Sounds simple enough.  But it seems to me sometimes like a lifetime's task to figure out the part about knowing the difference.

There's poverty and violence and drugs in my city.  The people affected by such maladies seem to have a vastly different culture than I do.  I instinctively turn away from it.  Yesterday, I vowed not to.  Yesterday I vowed to reach out in kindness to all in my city.  Today at the laundromat I heard a woman yelling at her kid, so loud, so harsh.  I know that for a person to have such harshness within her, she must have had a harsh life.  I know she needs kindness.  But I don't think I'm the one to give it to her.  It hurts me to hear kids yelled at that way.  It hurts me, so I should do something.  I should help parents to raise their kids in a loving environment.  But I don't think I have the strength to do it.  When I hear it, even though I'm not the one being yelled at, it makes me cringe as if it is directed at me.  Putting myself in the line of verbal abuse is not where I need to be.

How much can a person really change? Sometimes we can move to a different situation, and sometimes a different situation allows us more chance to blossom.  But we can't change who we fundamentally are.  But who am I? What potentials lie within me, and what would it take to unlock them?

I know that I can be more than what I am in my current circumstance.  I know that I can be more vivacious, more willing to reach out to others.  I know that my current circumstance inspires me to curl up in a ball and hide from the world.  I know that is not what I want to be.  I know that I want to be who I was when I felt surrounded by people who supported me, who shared my values, and who could have intellectually stimulating conversations with me.

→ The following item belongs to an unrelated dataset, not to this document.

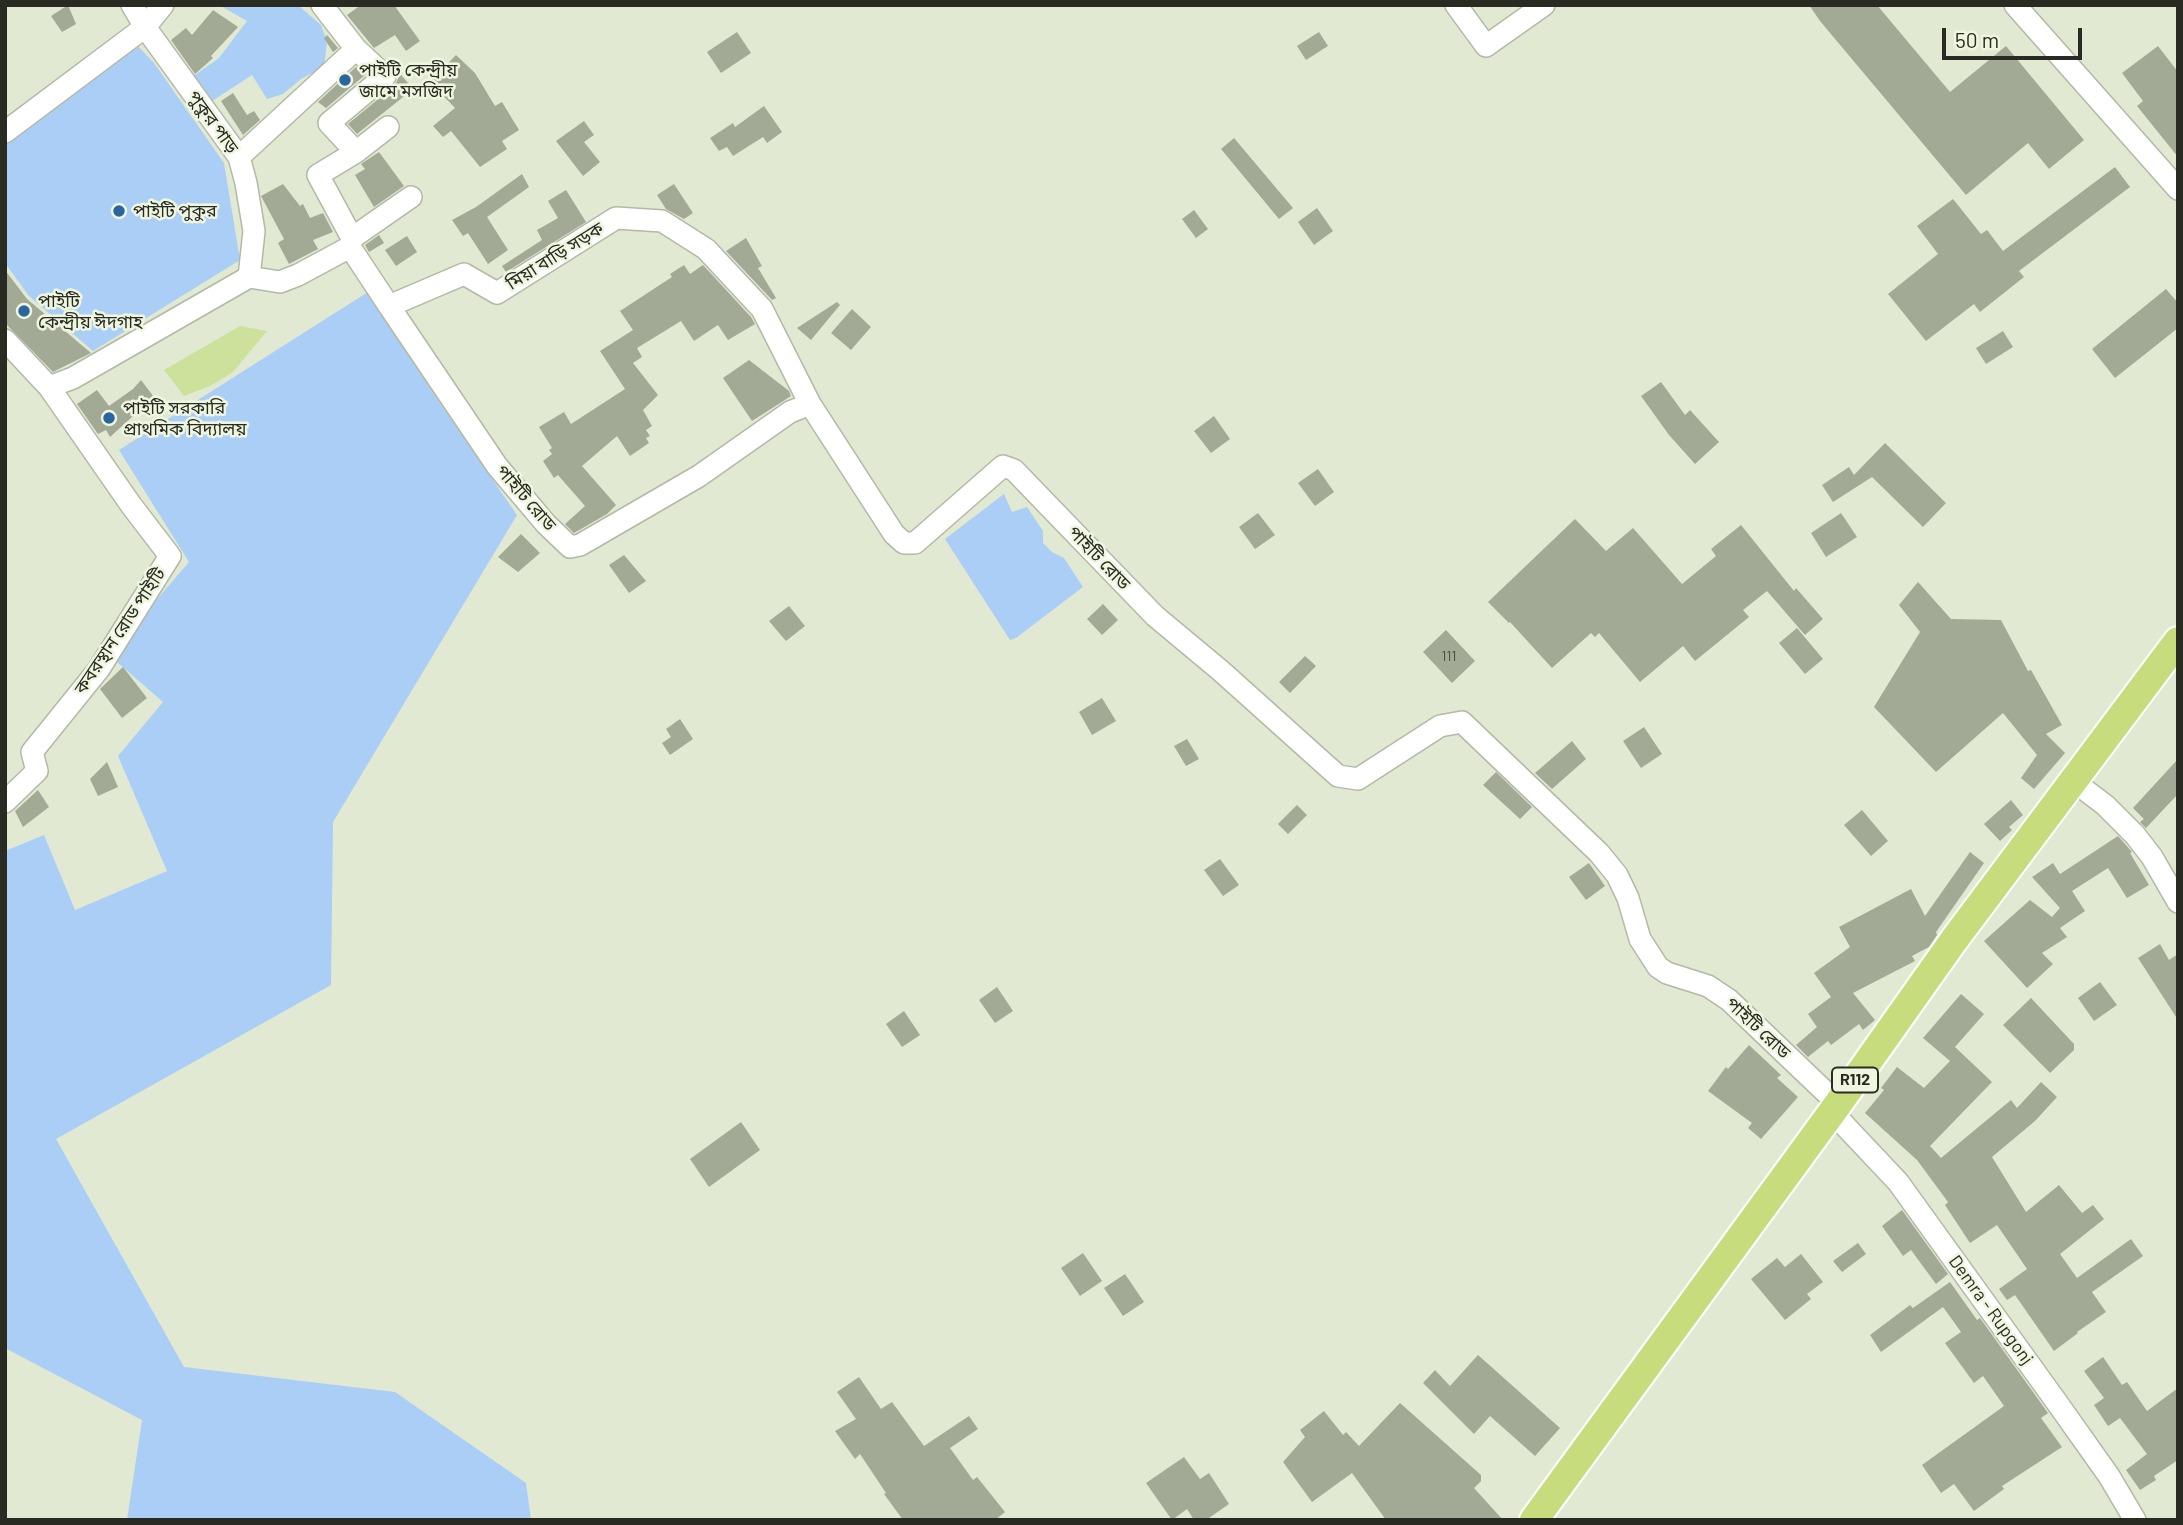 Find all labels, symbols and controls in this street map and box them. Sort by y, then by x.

When I have that grounding of a community that does share my values, then that's what gives me the courage to reach out to also interact with those who do not share my values.

Every day I tell myself if I just work harder at it, I can get where I want to be.  I can get a different job.  I can be more compassionate.  I can get my house cleaned.  I can get my bills paid.  I can find a community that will believe in me.

Every day I tell myself I just have to work harder at it, but it never gets done.  My life is never transformed.  I'm still stuck here in the same place.

Telling myself to work harder at it doesn't get me there.  Is there anything that would get me there?  Or is this just who I am? Is it that it doesn't get any better than this?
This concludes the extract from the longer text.